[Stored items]
═══

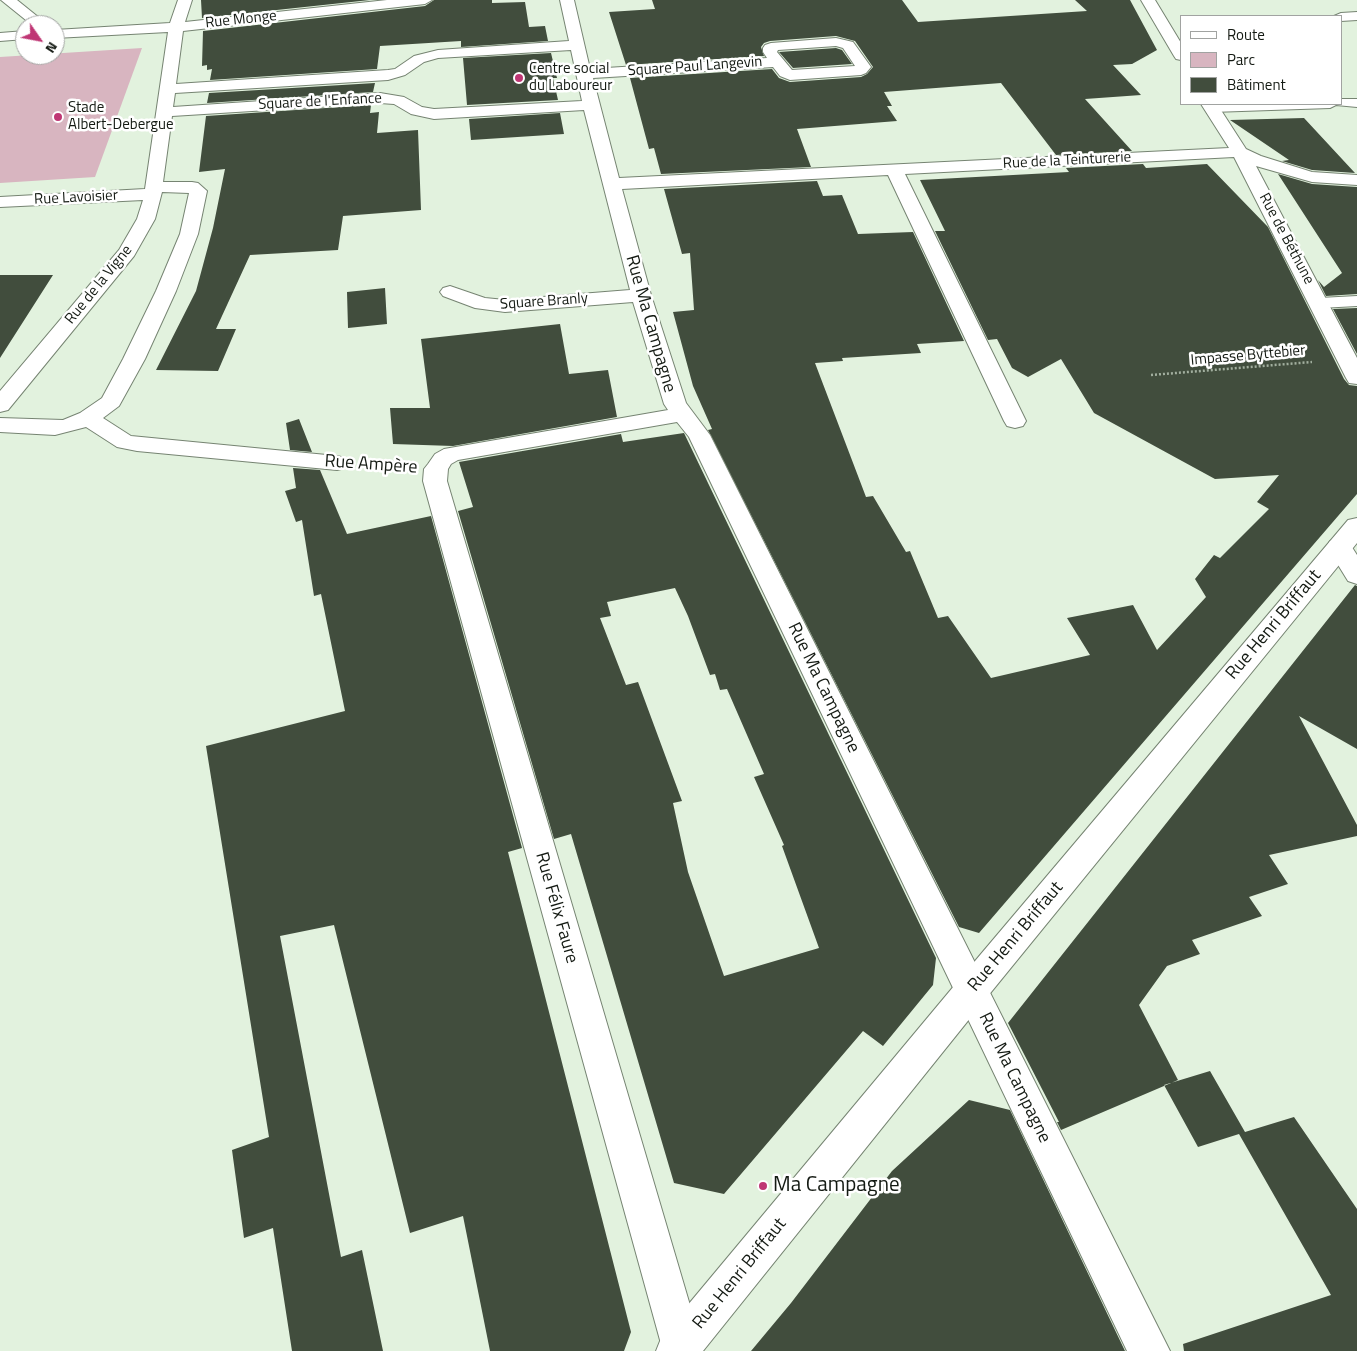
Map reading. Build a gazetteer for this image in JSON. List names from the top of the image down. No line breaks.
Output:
{"streets":{"street":["Rue Monge","Square Paul Langevin","Square de l'Enfance","Rue de la Teinturerie","Rue Lavoisier","Rue de Béthune","Rue de la Vigne","Square Branly","Rue Ma Campagne","Rue Ampère","Rue Henri Briffaut","Rue Félix Faure"],"path":["Impasse Byttebier"]},"crossings":[["Rue Monge","Rue de la Vigne"],["Square Paul Langevin","Rue Ma Campagne"],["Square de l'Enfance","Rue de la Vigne"],["Square de l'Enfance","Rue Ma Campagne"],["Rue de la Teinturerie","Rue de Béthune"],["Rue de la Teinturerie","Rue Ma Campagne"],["Rue Lavoisier","Rue de la Vigne"],["Rue Lavoisier","Rue Ampère"],["Rue de Béthune","Impasse Byttebier"],["Square Branly","Rue Ma Campagne"],["Rue Ma Campagne","Rue Ampère"],["Rue Ma Campagne","Rue Henri Briffaut"],["Rue Ampère","Rue Félix Faure"],["Rue Henri Briffaut","Rue Félix Faure"]],"places":["Centre social du Laboureur","Stade Albert-Debergue","Ma Campagne"],"legend":["Route","Parc","Bâtiment"],"north":"bottom right"}
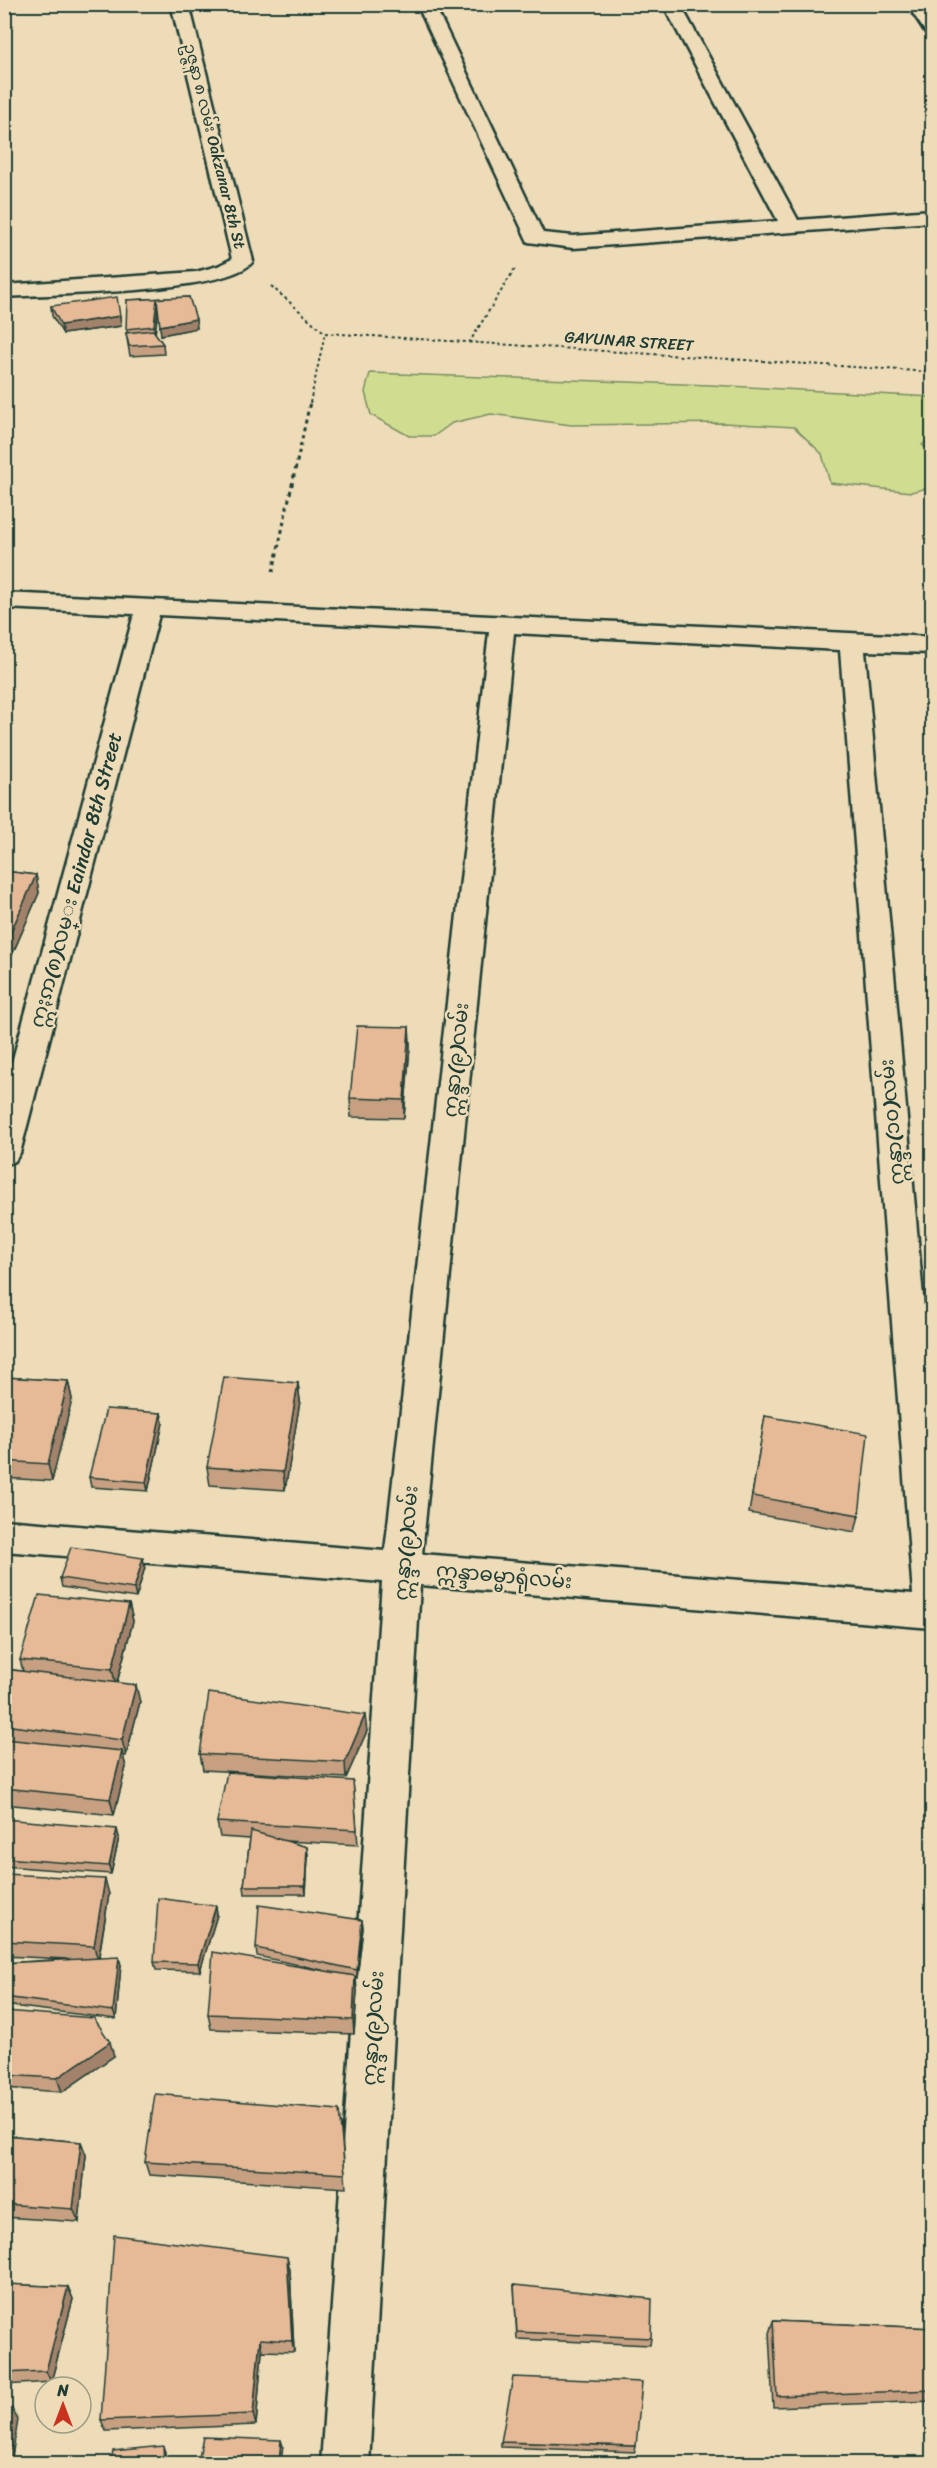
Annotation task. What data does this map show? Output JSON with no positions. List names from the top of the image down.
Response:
{
  "streets": {
    "street": [
      "ဥဇ္ဇနာ ၈ လမ်း Oakzanar 8th St",
      "ဣႏၵာ(၈)လမ္း Eaindar 8th Street",
      "ဣန္ဒာ(၉)လမ်း",
      "ဣန္ဒာ(၁၀)လမ်း",
      "ဣန္ဒာဓမ္မာရုံလမ်း"
    ],
    "path": ["GAYUNAR STREET"]
  },
  "crossings": [
    ["ဣန္ဒာ(၉)လမ်း", "ဣန္ဒာဓမ္မာရုံလမ်း"]
  ],
  "north": "top"
}
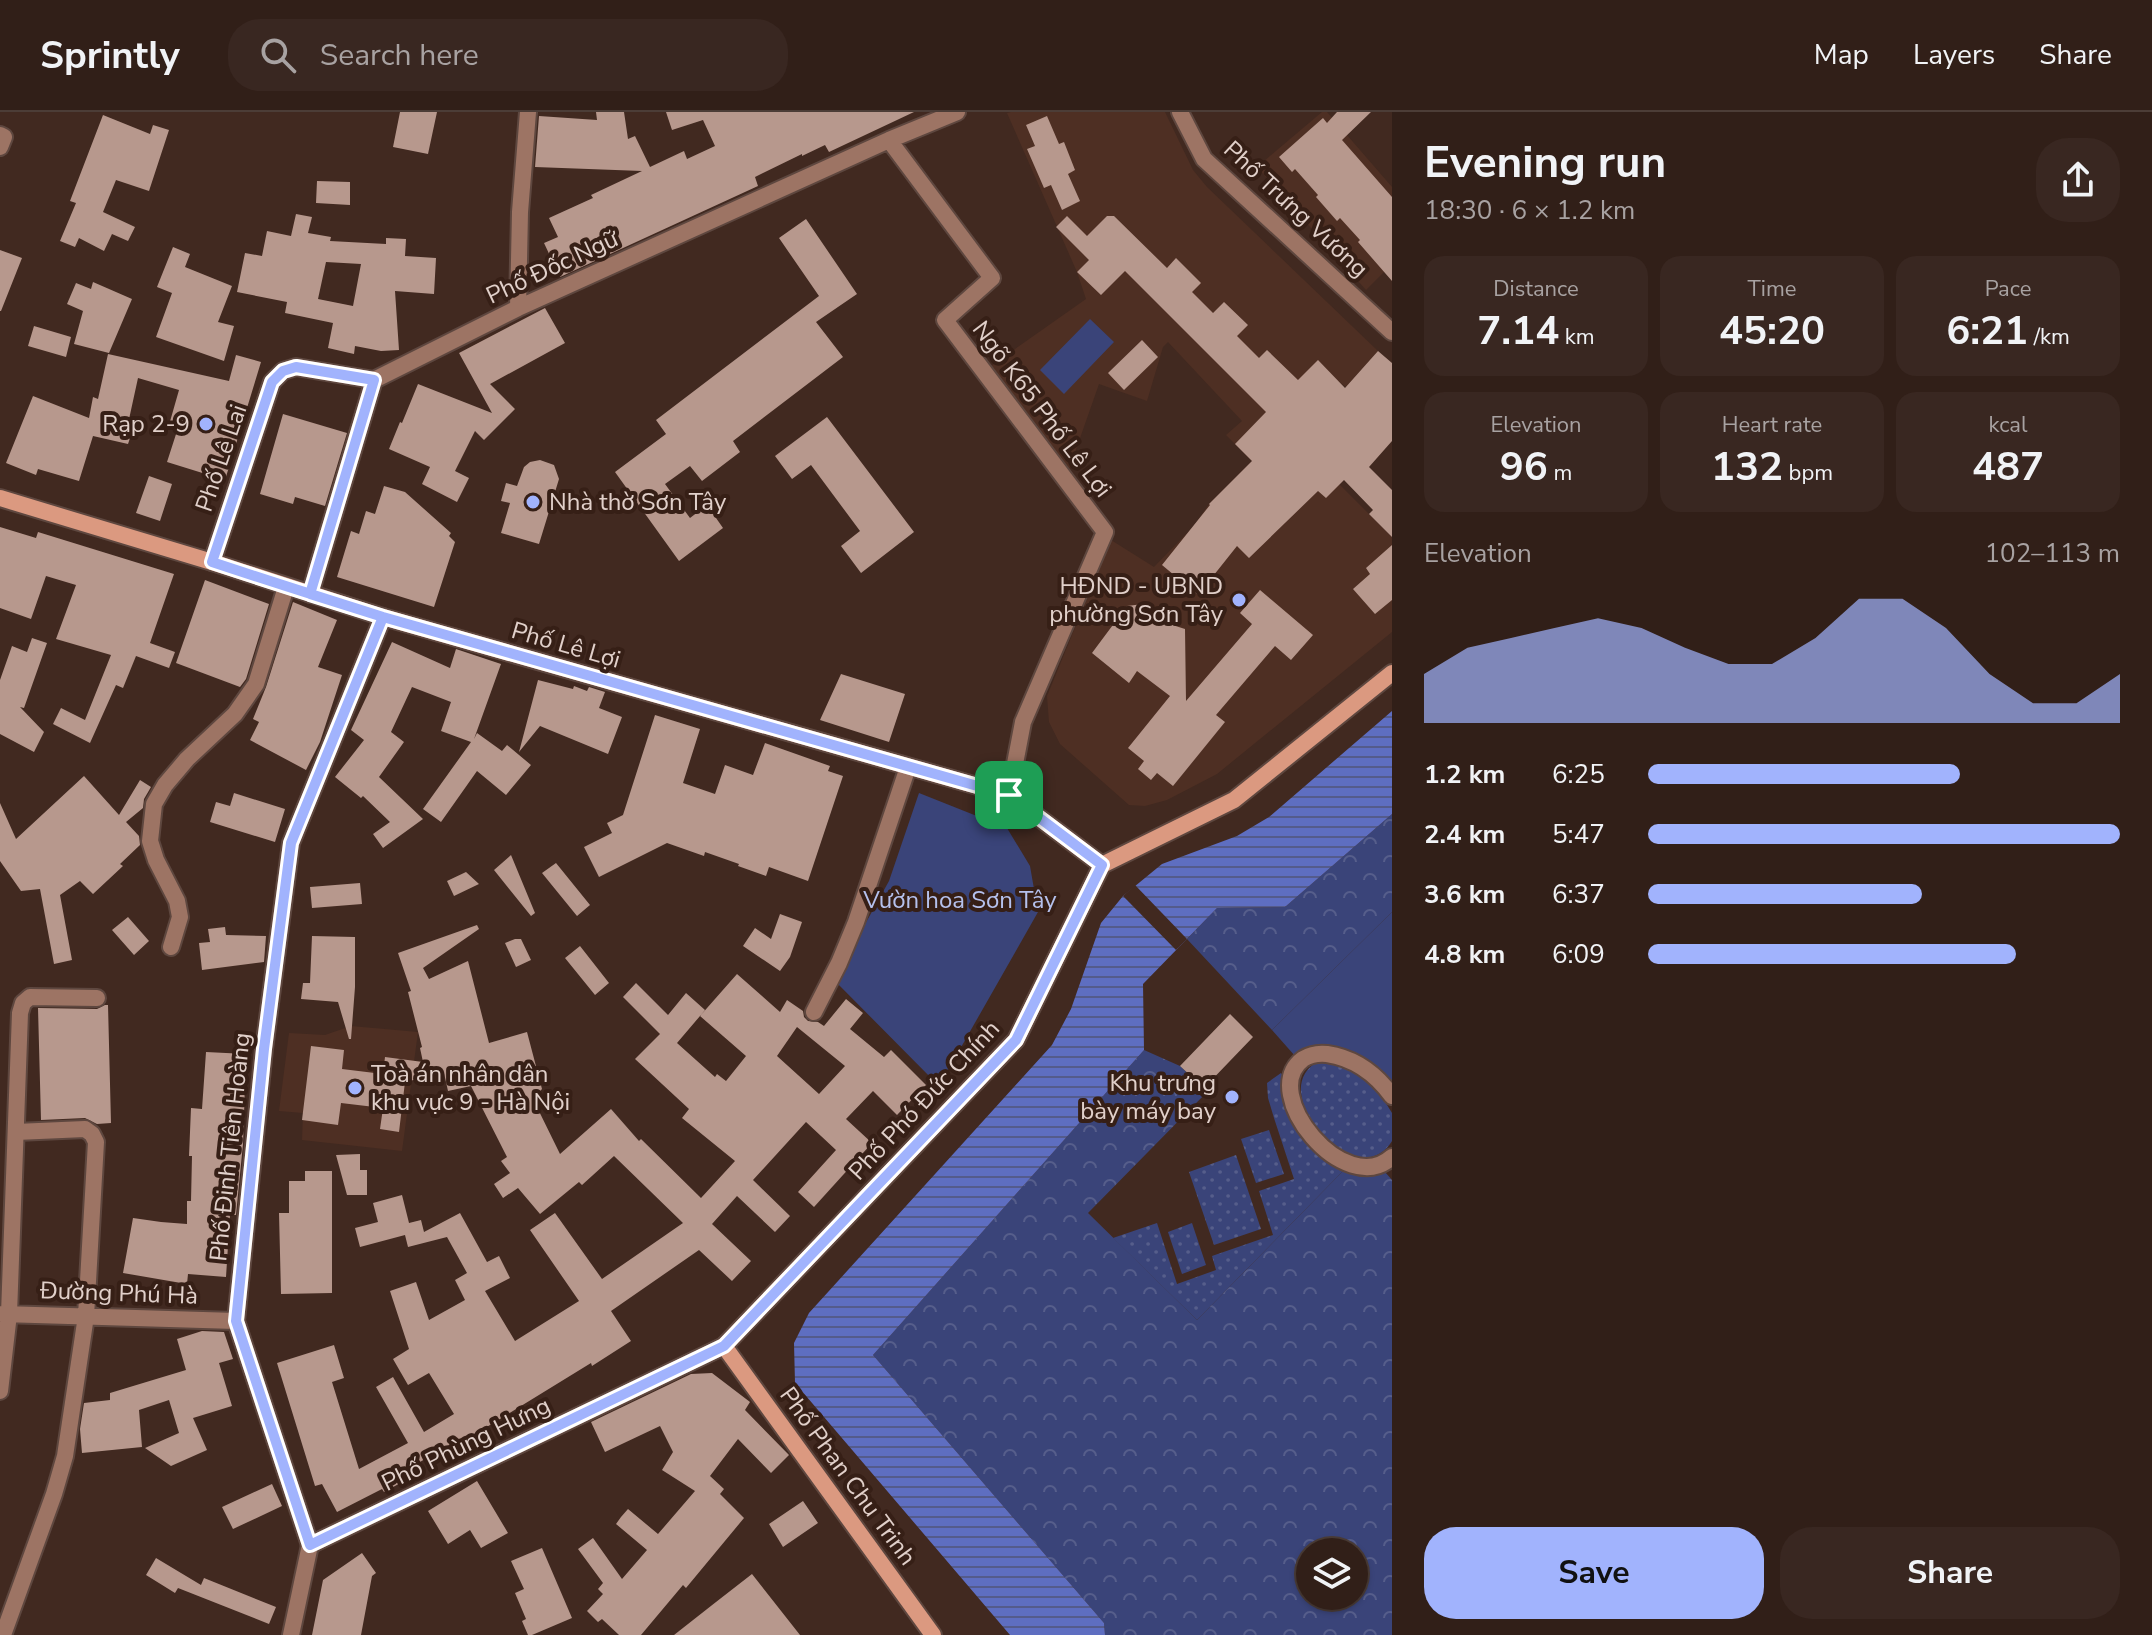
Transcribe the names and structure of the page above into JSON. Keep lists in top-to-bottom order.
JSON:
{
  "streets": {
    "main road": ["Phố Lê Lợi", "Phố Phó Đức Chính", "Phố Phan Chu Trinh"],
    "street": [
      "Phố Trưng Vương",
      "Phố Đốc Ngữ",
      "Ngõ K65 Phố Lê Lợi",
      "Phố Lê Lai",
      "Phố Đinh Tiên Hoàng",
      "Đường Phú Hà",
      "Phố Phùng Hưng"
    ]
  },
  "crossings": [
    ["Phố Đốc Ngữ", "Ngõ K65 Phố Lê Lợi"],
    ["Phố Đốc Ngữ", "Phố Lê Lai"],
    ["Ngõ K65 Phố Lê Lợi", "Phố Lê Lợi"],
    ["Phố Lê Lai", "Phố Lê Lợi"],
    ["Phố Lê Lợi", "Phố Phó Đức Chính"],
    ["Phố Lê Lợi", "Phố Đinh Tiên Hoàng"],
    ["Phố Phó Đức Chính", "Phố Phùng Hưng"],
    ["Phố Phó Đức Chính", "Phố Phan Chu Trinh"],
    ["Phố Đinh Tiên Hoàng", "Đường Phú Hà"],
    ["Phố Đinh Tiên Hoàng", "Phố Phùng Hưng"],
    ["Phố Phùng Hưng", "Phố Phan Chu Trinh"]
  ],
  "parks": ["Vườn hoa Sơn Tây"],
  "places": [
    "Rạp 2-9",
    "Nhà thờ Sơn Tây",
    "HĐND - UBND phường Sơn Tây",
    "Toà án nhân dân khu vực 9 - Hà Nội",
    "Khu trưng bày máy bay"
  ],
  "page": {
    "header": "Sprintly",
    "search": "Search here",
    "nav": ["Map", "Layers", "Share"],
    "heading": ["Evening run", "18:30 · 6 × 1.2 km"],
    "stats": [
      ["Distance", "7.14 km"],
      ["Time", "45:20"],
      ["Pace", "6:21 /km"],
      ["Elevation", "96 m"],
      ["Heart rate", "132 bpm"],
      ["kcal", "487"]
    ],
    "chart": ["Elevation", "102–113 m"],
    "list": [
      {
        "name": "1.2 km",
        "note": "6:25"
      },
      {
        "name": "2.4 km",
        "note": "5:47"
      },
      {
        "name": "3.6 km",
        "note": "6:37"
      },
      {
        "name": "4.8 km",
        "note": "6:09"
      }
    ],
    "buttons": ["Save", "Share"]
  }
}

═══

WHAT THIS TASK INVOLVES: Could every line above be set down exactly, with the pictures omitted?

YOUR RESPONSE:
Map reading. Build a gazetteer for this image in JSON. List names from the top of the image down. No line breaks.
Output:
{"streets":{"street":["Rue Monge","Square Paul Langevin","Square de l'Enfance","Rue de la Teinturerie","Rue Lavoisier","Rue de Béthune","Rue de la Vigne","Square Branly","Rue Ma Campagne","Rue Ampère","Rue Henri Briffaut","Rue Félix Faure"],"path":["Impasse Byttebier"]},"crossings":[["Rue Monge","Rue de la Vigne"],["Square Paul Langevin","Rue Ma Campagne"],["Square de l'Enfance","Rue de la Vigne"],["Square de l'Enfance","Rue Ma Campagne"],["Rue de la Teinturerie","Rue de Béthune"],["Rue de la Teinturerie","Rue Ma Campagne"],["Rue Lavoisier","Rue de la Vigne"],["Rue Lavoisier","Rue Ampère"],["Rue de Béthune","Impasse Byttebier"],["Square Branly","Rue Ma Campagne"],["Rue Ma Campagne","Rue Ampère"],["Rue Ma Campagne","Rue Henri Briffaut"],["Rue Ampère","Rue Félix Faure"],["Rue Henri Briffaut","Rue Félix Faure"]],"places":["Centre social du Laboureur","Stade Albert-Debergue","Ma Campagne"],"legend":["Route","Parc","Bâtiment"],"north":"bottom right"}
Annotation task. What data does this map show? Output JSON with no positions. List names from the top of the image down.
Response:
{
  "streets": {
    "street": [
      "ဥဇ္ဇနာ ၈ လမ်း Oakzanar 8th St",
      "ဣႏၵာ(၈)လမ္း Eaindar 8th Street",
      "ဣန္ဒာ(၉)လမ်း",
      "ဣန္ဒာ(၁၀)လမ်း",
      "ဣန္ဒာဓမ္မာရုံလမ်း"
    ],
    "path": ["GAYUNAR STREET"]
  },
  "crossings": [
    ["ဣန္ဒာ(၉)လမ်း", "ဣန္ဒာဓမ္မာရုံလမ်း"]
  ],
  "north": "top"
}
Transcribe the names and structure of the page above into JSON. Keep lists in top-to-bottom order.
JSON:
{
  "streets": {
    "main road": ["Phố Lê Lợi", "Phố Phó Đức Chính", "Phố Phan Chu Trinh"],
    "street": [
      "Phố Trưng Vương",
      "Phố Đốc Ngữ",
      "Ngõ K65 Phố Lê Lợi",
      "Phố Lê Lai",
      "Phố Đinh Tiên Hoàng",
      "Đường Phú Hà",
      "Phố Phùng Hưng"
    ]
  },
  "crossings": [
    ["Phố Đốc Ngữ", "Ngõ K65 Phố Lê Lợi"],
    ["Phố Đốc Ngữ", "Phố Lê Lai"],
    ["Ngõ K65 Phố Lê Lợi", "Phố Lê Lợi"],
    ["Phố Lê Lai", "Phố Lê Lợi"],
    ["Phố Lê Lợi", "Phố Phó Đức Chính"],
    ["Phố Lê Lợi", "Phố Đinh Tiên Hoàng"],
    ["Phố Phó Đức Chính", "Phố Phùng Hưng"],
    ["Phố Phó Đức Chính", "Phố Phan Chu Trinh"],
    ["Phố Đinh Tiên Hoàng", "Đường Phú Hà"],
    ["Phố Đinh Tiên Hoàng", "Phố Phùng Hưng"],
    ["Phố Phùng Hưng", "Phố Phan Chu Trinh"]
  ],
  "parks": ["Vườn hoa Sơn Tây"],
  "places": [
    "Rạp 2-9",
    "Nhà thờ Sơn Tây",
    "HĐND - UBND phường Sơn Tây",
    "Toà án nhân dân khu vực 9 - Hà Nội",
    "Khu trưng bày máy bay"
  ],
  "page": {
    "header": "Sprintly",
    "search": "Search here",
    "nav": ["Map", "Layers", "Share"],
    "heading": ["Evening run", "18:30 · 6 × 1.2 km"],
    "stats": [
      ["Distance", "7.14 km"],
      ["Time", "45:20"],
      ["Pace", "6:21 /km"],
      ["Elevation", "96 m"],
      ["Heart rate", "132 bpm"],
      ["kcal", "487"]
    ],
    "chart": ["Elevation", "102–113 m"],
    "list": [
      {
        "name": "1.2 km",
        "note": "6:25"
      },
      {
        "name": "2.4 km",
        "note": "5:47"
      },
      {
        "name": "3.6 km",
        "note": "6:37"
      },
      {
        "name": "4.8 km",
        "note": "6:09"
      }
    ],
    "buttons": ["Save", "Share"]
  }
}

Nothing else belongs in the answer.